Second, although the petitioner stated in her brief filed in support of the petition that the number of 
citations of her 2007 article was "4.5 folds higher than the [citation frequency of an average 
neuroscience article]," this evidence is insufficient for the AAO to conclude that the 2007 article or its 
associated research constitutes contributions of major significance. Specifically, the AAO lacks 
sufficient evidence to conclude how much more frequently an article should be cited as compared to 
the citation frequency of an average article for it to be considered a contribution of major significance 
in the field. Also, simply exceeding the average is insufficient; the citation level must be consistent 
with a contribution of major significance. On appeal, the petitioner also claims that "[her] research 
performance is among or sometimes even better than the top 10 research university faculty in the field 
of neuroscience." Once again, the AAO finds the comparison between the petitioner's citation 
frequency and the average citation frequency of neuroscience faculty misplaced. 

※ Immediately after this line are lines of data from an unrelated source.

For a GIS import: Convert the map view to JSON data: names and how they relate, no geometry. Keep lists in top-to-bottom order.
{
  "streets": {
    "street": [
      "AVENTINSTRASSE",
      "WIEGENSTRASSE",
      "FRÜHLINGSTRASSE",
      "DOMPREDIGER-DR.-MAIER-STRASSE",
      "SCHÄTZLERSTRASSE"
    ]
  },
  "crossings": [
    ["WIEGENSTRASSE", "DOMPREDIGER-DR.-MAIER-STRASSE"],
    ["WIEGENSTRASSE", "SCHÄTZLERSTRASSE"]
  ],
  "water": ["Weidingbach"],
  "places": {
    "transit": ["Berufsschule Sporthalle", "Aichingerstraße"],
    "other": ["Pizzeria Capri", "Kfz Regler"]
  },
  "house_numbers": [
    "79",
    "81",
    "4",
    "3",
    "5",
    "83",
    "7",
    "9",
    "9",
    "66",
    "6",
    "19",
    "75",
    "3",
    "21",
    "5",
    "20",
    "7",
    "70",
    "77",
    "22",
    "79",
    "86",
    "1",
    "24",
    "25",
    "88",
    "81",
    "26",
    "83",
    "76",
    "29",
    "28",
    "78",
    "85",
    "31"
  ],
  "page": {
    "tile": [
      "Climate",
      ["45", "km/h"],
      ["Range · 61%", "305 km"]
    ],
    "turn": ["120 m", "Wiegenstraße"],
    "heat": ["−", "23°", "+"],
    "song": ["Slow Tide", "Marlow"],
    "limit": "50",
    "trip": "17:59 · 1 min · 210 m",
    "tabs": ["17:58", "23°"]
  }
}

Third. although many of the petitioner's reference letters mention the 5-year impact factor of journals 
that published the petitioner's articles, the AAO finds that the impact factor of a journal does not 
equate the impact factor of a particular article published in the journal. As such, the impact factor of 
journals is nol sut1icient to show that the petitioner's articles and the associated research findings 
published in the journals constitute contributions of major significance.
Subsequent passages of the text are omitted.